Only the lines from the beginning of the entries through the one with "font-size:19px; color:#b9c0c8; font-weight:700" should be written out, please, exactly and without any pictures.

======== Dataset records ========

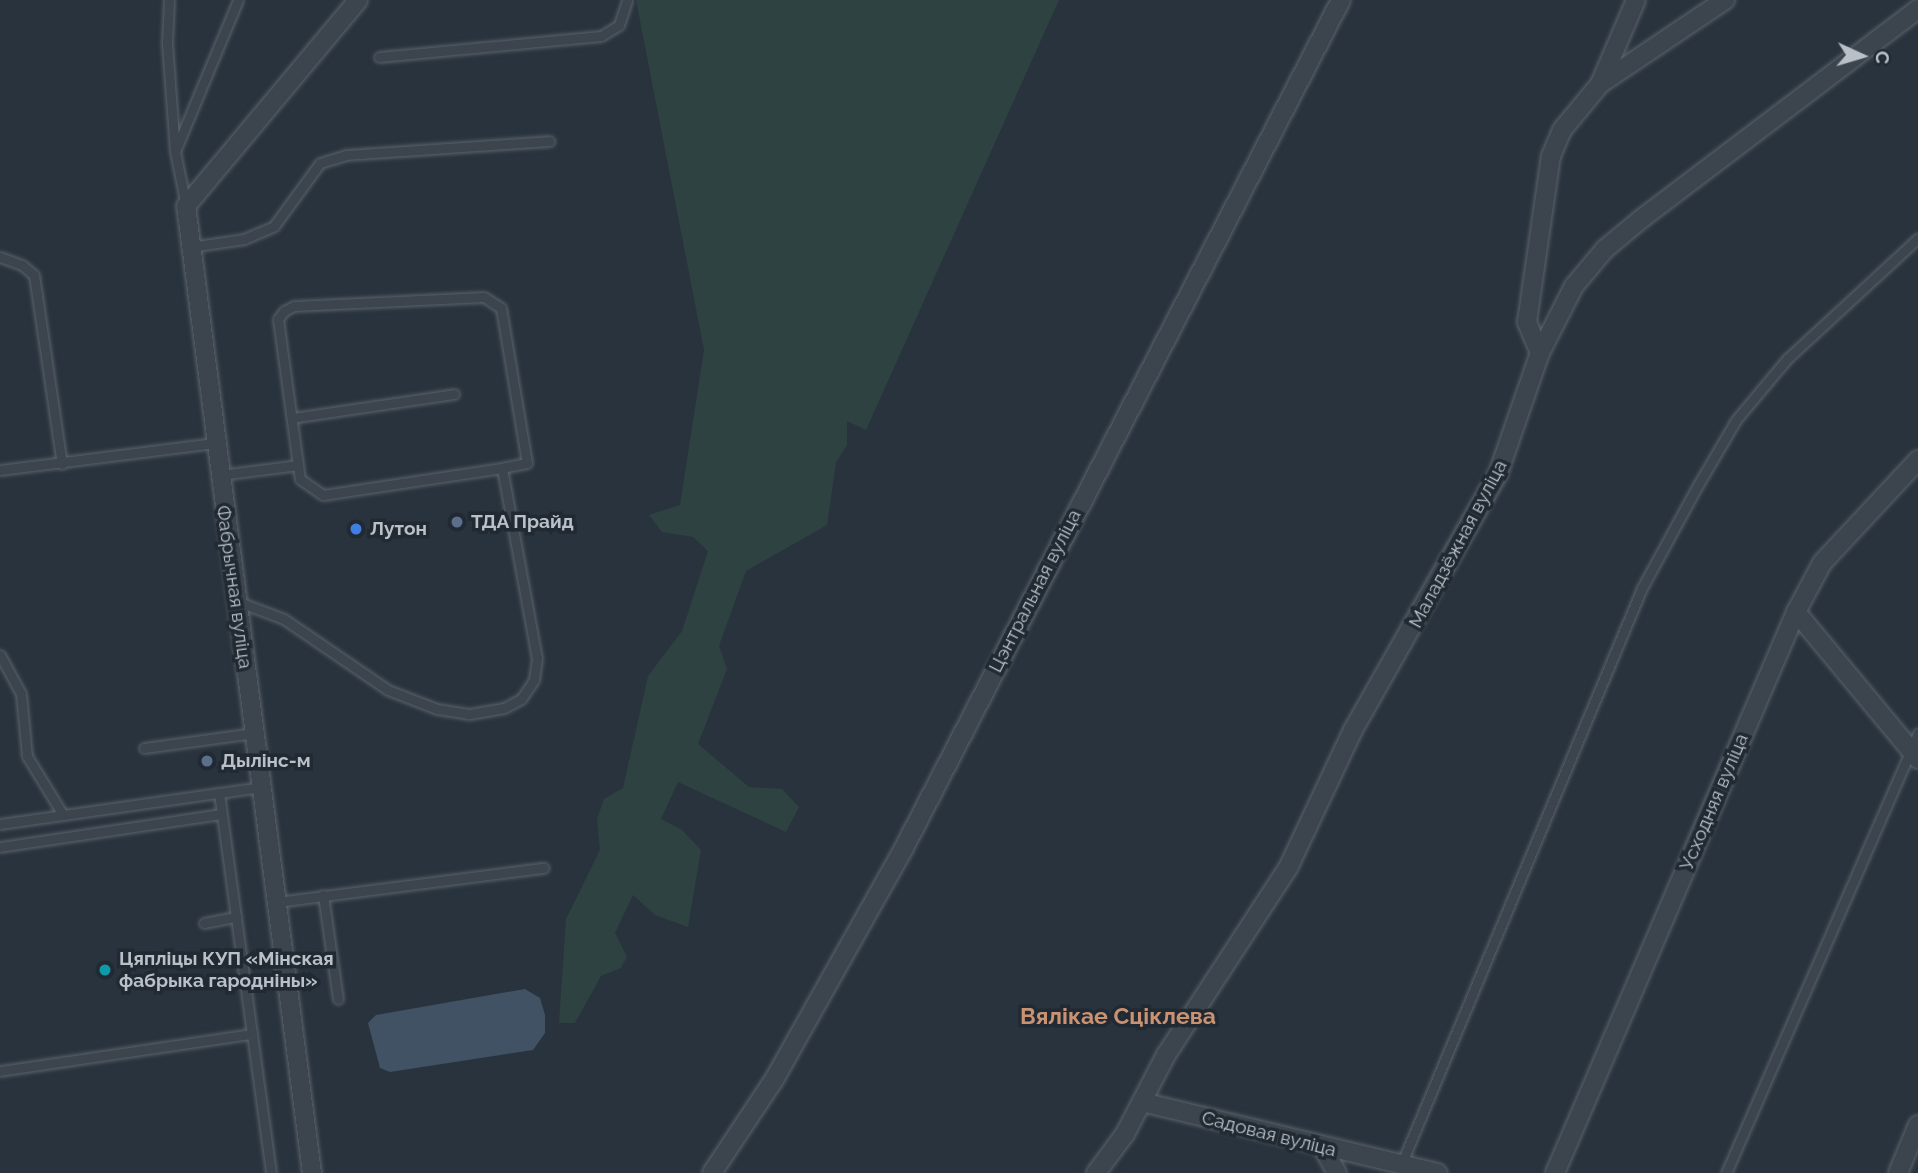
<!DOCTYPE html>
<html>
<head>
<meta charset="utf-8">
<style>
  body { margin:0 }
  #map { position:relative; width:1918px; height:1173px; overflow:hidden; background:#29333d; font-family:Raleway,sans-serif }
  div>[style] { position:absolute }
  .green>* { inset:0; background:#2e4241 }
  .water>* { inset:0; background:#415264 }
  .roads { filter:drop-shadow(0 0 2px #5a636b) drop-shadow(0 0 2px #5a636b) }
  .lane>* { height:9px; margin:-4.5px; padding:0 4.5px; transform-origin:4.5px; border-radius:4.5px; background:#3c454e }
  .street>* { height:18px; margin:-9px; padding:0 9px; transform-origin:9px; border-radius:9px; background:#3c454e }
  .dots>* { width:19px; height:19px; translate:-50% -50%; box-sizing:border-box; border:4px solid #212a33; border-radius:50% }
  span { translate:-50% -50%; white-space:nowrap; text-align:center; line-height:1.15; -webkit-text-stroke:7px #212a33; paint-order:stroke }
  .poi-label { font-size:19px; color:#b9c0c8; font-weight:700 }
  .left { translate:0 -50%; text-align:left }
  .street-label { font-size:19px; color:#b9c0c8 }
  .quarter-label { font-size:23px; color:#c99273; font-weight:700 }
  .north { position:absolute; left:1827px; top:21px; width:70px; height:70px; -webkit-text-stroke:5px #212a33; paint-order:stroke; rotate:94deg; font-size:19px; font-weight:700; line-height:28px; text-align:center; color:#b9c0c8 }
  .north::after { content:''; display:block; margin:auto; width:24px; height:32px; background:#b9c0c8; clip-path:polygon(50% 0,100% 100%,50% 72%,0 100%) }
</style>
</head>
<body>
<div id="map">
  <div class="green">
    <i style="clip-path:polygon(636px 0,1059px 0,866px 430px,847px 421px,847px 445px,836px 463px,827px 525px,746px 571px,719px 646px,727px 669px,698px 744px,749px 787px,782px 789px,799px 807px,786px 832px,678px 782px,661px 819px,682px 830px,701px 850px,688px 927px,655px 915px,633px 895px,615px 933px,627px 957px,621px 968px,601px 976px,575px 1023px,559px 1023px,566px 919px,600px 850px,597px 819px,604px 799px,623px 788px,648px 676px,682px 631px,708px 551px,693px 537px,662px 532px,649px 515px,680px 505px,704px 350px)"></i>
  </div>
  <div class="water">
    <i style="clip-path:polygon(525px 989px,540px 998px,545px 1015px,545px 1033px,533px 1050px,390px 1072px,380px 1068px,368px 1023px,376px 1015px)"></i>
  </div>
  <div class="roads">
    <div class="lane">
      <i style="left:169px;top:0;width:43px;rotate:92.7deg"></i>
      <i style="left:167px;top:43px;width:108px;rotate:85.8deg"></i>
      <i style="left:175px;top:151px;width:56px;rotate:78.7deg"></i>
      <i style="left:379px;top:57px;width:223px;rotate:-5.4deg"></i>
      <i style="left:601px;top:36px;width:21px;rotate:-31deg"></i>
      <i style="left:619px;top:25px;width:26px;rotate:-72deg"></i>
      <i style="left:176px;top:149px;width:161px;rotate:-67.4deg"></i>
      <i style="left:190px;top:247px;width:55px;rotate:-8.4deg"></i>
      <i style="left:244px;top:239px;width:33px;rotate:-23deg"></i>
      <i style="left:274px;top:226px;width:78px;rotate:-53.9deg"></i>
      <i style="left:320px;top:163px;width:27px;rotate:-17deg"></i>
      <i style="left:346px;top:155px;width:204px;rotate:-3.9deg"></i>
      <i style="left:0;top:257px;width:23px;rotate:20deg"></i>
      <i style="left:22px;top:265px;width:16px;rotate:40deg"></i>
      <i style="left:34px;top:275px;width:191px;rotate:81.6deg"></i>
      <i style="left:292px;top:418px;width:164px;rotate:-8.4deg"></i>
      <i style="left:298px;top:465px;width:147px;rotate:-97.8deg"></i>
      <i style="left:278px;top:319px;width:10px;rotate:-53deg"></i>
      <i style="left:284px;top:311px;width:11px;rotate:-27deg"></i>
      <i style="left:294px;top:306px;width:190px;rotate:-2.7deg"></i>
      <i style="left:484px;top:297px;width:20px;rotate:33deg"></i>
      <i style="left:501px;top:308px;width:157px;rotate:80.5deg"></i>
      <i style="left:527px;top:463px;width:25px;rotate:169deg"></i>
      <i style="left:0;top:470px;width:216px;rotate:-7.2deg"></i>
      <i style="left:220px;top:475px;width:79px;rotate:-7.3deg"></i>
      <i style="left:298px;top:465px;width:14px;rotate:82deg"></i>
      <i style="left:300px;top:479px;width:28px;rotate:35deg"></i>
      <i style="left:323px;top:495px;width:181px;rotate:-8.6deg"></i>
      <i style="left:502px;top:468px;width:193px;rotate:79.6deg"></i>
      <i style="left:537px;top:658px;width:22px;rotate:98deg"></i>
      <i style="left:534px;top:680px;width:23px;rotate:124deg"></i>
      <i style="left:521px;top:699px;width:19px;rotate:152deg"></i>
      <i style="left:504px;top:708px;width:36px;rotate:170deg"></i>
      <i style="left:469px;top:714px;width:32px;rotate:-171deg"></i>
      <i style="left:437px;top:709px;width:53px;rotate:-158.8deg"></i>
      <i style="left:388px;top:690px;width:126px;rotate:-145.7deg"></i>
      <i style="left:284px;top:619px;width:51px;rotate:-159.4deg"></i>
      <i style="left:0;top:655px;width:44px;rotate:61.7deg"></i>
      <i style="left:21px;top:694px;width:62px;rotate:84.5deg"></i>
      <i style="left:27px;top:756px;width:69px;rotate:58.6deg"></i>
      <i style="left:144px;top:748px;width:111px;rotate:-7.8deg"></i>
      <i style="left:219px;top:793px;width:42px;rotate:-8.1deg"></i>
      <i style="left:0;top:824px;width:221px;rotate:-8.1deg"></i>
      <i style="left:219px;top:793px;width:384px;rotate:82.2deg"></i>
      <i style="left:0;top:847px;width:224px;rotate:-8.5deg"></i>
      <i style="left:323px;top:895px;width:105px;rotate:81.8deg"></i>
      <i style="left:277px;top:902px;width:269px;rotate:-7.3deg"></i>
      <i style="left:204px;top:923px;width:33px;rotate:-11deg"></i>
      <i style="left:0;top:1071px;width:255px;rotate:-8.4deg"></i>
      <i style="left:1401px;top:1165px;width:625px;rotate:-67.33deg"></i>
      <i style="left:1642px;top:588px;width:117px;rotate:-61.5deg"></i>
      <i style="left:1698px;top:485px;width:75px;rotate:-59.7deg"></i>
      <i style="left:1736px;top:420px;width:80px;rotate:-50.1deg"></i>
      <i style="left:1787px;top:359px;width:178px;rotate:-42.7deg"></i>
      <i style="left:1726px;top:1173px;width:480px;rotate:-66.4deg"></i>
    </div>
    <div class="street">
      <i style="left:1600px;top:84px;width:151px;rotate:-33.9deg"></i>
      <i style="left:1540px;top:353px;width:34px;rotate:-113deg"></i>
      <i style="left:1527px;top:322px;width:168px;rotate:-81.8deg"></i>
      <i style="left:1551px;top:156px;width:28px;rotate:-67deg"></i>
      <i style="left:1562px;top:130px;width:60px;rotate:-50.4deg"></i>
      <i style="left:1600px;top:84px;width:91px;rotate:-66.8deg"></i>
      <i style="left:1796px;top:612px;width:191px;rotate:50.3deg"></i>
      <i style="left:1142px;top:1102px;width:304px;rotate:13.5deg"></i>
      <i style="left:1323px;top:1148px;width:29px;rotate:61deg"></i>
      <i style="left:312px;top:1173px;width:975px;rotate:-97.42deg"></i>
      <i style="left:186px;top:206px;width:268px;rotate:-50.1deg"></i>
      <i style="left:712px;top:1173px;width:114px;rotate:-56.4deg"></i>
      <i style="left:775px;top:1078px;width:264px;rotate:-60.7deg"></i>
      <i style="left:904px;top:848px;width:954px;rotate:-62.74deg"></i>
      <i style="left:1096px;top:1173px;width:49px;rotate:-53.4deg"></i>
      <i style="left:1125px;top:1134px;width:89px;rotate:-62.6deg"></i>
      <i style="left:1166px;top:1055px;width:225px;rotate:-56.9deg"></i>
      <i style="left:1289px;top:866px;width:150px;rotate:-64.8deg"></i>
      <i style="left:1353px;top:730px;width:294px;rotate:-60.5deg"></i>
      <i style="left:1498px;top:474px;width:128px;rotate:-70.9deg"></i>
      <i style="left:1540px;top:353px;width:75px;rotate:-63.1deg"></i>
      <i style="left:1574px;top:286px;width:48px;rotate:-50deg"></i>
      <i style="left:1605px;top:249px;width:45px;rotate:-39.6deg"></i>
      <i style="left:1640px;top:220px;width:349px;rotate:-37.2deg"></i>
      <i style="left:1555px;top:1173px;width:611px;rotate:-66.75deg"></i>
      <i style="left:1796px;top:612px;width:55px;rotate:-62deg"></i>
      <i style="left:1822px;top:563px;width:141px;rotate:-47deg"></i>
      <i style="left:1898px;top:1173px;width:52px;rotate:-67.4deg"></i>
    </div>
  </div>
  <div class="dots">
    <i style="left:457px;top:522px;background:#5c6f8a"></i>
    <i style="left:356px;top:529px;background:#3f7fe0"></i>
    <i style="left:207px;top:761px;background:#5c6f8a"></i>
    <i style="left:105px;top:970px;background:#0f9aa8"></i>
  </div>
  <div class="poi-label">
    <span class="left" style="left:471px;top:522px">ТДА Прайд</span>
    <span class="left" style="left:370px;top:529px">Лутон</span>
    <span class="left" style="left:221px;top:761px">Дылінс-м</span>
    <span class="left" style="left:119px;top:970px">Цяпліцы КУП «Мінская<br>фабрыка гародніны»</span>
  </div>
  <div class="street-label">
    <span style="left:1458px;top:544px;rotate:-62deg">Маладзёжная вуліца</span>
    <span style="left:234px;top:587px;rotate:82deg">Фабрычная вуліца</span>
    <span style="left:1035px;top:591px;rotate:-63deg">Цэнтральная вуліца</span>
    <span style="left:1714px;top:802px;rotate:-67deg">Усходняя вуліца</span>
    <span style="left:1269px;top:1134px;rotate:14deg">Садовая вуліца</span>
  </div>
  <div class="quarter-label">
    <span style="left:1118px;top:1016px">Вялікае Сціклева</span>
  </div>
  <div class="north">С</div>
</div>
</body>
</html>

========

Answer to the exercise:
<!DOCTYPE html>
<html>
<head>
<meta charset="utf-8">
<style>
  body { margin:0 }
  #map { position:relative; width:1918px; height:1173px; overflow:hidden; background:#29333d; font-family:Raleway,sans-serif }
  div>[style] { position:absolute }
  .green>* { inset:0; background:#2e4241 }
  .water>* { inset:0; background:#415264 }
  .roads { filter:drop-shadow(0 0 2px #5a636b) drop-shadow(0 0 2px #5a636b) }
  .lane>* { height:9px; margin:-4.5px; padding:0 4.5px; transform-origin:4.5px; border-radius:4.5px; background:#3c454e }
  .street>* { height:18px; margin:-9px; padding:0 9px; transform-origin:9px; border-radius:9px; background:#3c454e }
  .dots>* { width:19px; height:19px; translate:-50% -50%; box-sizing:border-box; border:4px solid #212a33; border-radius:50% }
  span { translate:-50% -50%; white-space:nowrap; text-align:center; line-height:1.15; -webkit-text-stroke:7px #212a33; paint-order:stroke }
  .poi-label { font-size:19px; color:#b9c0c8; font-weight:700 }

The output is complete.